Out a month with a strained triceps, lefty reliever Charlie Furbush was recalled from AAA Tacoma and was to be available for the Mariners’ game Friday night against the Minnesota Twins.
To make room, the Mariners sent down right-handed reliever Shawn Kelley.
Furbush didn’t exactly dominate in his five rehab starts in Tacoma, giving up four earned runs in six innings (6.00 ERA) with seven strikeouts. But the need for left-handed relief apparently was judged more valuable.
Furbush, 26, was hurt July 17 at Kansas City after retiring the only batter he faced. Before the injury, he was 4-2, 2.17 ERA in 37.1 IP with 47 strikeouts in 34 relief appearances. Lefties were hitting .155 (9×58) with 27 strikeouts against him.
Kelley was 2-3 with a 3.41 ERA in 34.1 IP in 36 relief appearances.
In post-perfecto news, Tampa manager Joe Maddon heatedly denied before the Rays’ game in Anaheim Thursday that his seventh-inning argument and ejection Wednesday had anything to do with Felix Hernandez’s attempt for a perfect game.
“It had everything to do with us trying to win the game,” Maddon told the Tampa Bay Times. “All game I’d been hearing how big (umpire Rob Drake’s strike zone) was against left-hand hitters, and furthermore, I’m listening to our guys, and there was kind of an abrasiveness in the way it was handled from the ump to our players, which I didn’t like, either.”
Mariners manager Eric Wedge, among others, assumed that the length of Maddon’s home-plate tirade, which took place after he was ejected stepping out of the dugout, was a stall tactic.
Said Wedge, smiling, after the game: “I yelled at him to get his ass out of there.”
Maddon said when he had it after a seventh-inning pitch to Matt Joyce was that was called a strike.

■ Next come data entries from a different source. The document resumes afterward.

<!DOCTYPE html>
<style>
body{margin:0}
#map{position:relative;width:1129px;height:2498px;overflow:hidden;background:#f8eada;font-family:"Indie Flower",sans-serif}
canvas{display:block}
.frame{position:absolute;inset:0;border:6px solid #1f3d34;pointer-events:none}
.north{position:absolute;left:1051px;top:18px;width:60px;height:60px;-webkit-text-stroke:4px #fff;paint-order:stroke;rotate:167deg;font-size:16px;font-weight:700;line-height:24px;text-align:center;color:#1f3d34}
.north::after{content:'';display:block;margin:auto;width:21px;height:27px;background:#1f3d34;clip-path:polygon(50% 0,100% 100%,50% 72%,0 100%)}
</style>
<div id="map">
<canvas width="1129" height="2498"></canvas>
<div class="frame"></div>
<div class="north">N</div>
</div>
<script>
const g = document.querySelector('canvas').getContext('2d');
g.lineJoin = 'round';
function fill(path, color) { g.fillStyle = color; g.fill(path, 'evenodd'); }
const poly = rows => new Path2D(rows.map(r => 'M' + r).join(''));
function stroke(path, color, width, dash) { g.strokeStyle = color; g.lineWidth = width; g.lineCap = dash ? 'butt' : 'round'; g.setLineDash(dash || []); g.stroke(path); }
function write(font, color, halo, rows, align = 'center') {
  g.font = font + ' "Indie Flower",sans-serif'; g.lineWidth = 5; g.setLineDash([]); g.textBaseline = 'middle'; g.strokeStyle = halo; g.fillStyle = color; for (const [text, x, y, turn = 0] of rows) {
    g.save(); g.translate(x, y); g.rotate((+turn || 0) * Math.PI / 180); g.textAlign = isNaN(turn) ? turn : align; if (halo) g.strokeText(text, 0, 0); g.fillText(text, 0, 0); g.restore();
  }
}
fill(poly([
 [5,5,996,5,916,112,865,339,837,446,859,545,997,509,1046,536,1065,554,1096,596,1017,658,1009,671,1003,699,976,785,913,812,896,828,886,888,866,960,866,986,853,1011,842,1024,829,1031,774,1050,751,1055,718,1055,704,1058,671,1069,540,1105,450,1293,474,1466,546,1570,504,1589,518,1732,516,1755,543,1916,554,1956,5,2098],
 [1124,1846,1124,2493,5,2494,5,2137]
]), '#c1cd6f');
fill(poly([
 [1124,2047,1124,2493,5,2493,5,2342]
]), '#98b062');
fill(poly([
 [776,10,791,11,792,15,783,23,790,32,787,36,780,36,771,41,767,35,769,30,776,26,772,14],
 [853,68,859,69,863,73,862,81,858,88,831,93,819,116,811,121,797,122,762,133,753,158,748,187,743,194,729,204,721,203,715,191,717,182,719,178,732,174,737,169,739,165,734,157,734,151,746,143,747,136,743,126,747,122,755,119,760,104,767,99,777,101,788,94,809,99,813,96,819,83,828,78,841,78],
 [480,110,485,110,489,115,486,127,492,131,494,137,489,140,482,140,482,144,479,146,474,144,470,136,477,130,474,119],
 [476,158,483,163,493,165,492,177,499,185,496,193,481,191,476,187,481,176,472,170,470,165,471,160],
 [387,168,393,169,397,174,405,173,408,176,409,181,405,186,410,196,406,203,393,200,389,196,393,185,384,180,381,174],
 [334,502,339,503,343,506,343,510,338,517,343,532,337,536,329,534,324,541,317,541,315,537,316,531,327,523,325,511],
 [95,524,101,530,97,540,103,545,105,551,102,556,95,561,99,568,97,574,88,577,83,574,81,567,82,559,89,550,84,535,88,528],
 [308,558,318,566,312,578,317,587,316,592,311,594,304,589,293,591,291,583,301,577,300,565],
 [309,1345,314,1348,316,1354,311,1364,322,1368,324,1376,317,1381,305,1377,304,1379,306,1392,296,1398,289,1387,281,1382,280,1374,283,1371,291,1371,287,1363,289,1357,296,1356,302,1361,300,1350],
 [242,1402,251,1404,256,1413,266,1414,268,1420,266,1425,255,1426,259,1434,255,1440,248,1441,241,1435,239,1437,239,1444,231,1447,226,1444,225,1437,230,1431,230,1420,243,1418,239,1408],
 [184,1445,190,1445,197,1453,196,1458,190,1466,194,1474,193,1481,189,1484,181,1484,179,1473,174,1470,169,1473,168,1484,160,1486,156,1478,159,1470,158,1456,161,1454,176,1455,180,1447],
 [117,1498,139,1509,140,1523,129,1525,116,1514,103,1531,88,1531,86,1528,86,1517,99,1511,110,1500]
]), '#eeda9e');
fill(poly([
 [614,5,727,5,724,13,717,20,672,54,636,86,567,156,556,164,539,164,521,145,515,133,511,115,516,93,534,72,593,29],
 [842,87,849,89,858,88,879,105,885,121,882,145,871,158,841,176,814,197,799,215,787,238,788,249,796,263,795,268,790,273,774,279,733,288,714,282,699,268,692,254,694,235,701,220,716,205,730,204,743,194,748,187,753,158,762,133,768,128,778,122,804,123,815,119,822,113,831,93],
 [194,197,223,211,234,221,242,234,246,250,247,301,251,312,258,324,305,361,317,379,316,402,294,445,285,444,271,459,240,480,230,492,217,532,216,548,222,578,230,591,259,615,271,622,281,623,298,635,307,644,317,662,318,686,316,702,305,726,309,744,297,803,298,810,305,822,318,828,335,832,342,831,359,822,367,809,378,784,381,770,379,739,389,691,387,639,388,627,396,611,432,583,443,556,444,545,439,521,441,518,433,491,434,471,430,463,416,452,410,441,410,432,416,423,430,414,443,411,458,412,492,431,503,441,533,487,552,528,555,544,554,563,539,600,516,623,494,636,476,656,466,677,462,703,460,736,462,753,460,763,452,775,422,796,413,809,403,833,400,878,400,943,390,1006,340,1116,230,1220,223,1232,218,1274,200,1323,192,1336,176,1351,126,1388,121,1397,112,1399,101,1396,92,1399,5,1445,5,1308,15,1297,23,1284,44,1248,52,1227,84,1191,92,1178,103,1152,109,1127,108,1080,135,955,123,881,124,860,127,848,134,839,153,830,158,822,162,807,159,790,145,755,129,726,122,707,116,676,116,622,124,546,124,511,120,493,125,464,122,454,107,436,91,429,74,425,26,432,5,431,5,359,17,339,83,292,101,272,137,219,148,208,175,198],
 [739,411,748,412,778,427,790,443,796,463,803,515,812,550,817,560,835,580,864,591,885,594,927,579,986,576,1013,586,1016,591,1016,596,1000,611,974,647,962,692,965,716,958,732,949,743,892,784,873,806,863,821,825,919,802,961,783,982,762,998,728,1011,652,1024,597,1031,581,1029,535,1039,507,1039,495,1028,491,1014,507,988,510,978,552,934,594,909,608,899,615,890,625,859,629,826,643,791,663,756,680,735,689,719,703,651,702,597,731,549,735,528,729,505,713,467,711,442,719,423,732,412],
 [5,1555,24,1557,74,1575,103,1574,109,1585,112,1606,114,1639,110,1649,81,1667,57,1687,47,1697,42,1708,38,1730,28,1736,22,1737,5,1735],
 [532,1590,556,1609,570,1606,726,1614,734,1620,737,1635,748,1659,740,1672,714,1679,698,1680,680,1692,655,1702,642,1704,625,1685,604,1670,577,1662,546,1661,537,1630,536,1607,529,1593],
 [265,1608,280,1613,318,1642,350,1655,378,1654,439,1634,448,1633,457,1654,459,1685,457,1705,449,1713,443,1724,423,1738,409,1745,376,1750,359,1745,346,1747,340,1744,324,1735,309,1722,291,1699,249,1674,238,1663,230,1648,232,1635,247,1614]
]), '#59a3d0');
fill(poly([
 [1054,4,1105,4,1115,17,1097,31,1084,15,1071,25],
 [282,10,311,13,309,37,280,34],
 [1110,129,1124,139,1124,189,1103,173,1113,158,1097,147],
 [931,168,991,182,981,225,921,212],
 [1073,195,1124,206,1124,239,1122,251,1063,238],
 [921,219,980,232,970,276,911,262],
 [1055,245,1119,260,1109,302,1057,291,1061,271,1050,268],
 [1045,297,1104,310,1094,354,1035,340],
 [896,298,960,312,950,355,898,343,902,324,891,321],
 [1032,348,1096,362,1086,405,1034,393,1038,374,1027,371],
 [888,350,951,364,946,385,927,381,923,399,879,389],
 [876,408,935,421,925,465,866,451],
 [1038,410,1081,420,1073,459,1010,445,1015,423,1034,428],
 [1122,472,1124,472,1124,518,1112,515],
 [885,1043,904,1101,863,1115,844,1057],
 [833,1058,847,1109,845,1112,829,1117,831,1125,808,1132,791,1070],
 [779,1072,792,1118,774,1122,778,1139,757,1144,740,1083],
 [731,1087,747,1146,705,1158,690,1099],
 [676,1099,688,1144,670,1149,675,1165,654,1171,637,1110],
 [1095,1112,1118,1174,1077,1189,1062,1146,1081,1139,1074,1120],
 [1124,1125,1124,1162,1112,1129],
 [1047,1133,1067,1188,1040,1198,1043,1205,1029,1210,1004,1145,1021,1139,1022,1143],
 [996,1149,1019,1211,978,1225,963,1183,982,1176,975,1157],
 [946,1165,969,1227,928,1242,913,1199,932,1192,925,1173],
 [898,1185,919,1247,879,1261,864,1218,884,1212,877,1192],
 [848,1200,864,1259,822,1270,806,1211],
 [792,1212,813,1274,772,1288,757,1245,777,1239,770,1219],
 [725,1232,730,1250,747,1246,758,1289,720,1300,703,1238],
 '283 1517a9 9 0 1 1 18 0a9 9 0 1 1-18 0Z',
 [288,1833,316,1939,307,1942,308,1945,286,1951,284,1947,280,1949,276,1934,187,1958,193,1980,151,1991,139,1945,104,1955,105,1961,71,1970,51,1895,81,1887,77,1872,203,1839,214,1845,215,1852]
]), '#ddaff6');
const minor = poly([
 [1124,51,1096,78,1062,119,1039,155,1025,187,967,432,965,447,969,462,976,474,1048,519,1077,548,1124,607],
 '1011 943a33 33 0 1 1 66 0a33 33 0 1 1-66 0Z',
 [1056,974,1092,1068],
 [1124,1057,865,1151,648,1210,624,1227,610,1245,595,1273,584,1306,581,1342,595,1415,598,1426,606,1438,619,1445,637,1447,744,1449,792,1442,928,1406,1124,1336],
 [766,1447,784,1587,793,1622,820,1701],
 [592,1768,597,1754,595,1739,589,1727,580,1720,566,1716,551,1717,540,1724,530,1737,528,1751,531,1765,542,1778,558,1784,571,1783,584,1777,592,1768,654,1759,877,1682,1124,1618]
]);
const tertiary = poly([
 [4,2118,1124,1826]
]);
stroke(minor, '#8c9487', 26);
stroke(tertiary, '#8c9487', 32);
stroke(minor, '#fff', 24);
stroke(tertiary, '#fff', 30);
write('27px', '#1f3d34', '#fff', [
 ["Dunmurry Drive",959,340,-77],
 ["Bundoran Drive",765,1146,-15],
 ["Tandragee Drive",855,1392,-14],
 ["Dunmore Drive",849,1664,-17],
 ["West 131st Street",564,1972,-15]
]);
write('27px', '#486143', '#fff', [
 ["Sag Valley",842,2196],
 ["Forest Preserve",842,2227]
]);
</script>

Replays showed he was correct.
“And on top of all that, that game’s 1-0,” he said. “And on top of all that, we’re trying to win a pennant. So it had nothing to do with delaying the other guy.”
Maddon said the other Hernandez’s pursuit of history was not his concern.
“With all due respect, I don’t care about that whatsoever, whether he pitches a perfect game, a no-hitter, whatever,” Maddon said. “I have no interest at all in the success of the Seattle Mariners. I have zero interest in that. So however it’s perceived from the other side, that is a matter of perception, how they’re going to look at things.
“From my perspective, it’s about the Rays, period. And what’s right for our guys at a specific moment. And I’ll always defend our guys first as opposed to trying to put an opposition member into some form of the history book.”
Maddon said there would have been nothing wrong with a Rays player trying to bunt for a hit. That would go against one of baseball’s so-called unwritten rules in dealing with a no-hitter, but those rules are “archaic,” he said.
“A lot of that stuff to me is ill-advised, ill-informed, just ill,” Maddon said. “Why is bunting a non-masculine way of getting on first base? I don’t understand that.”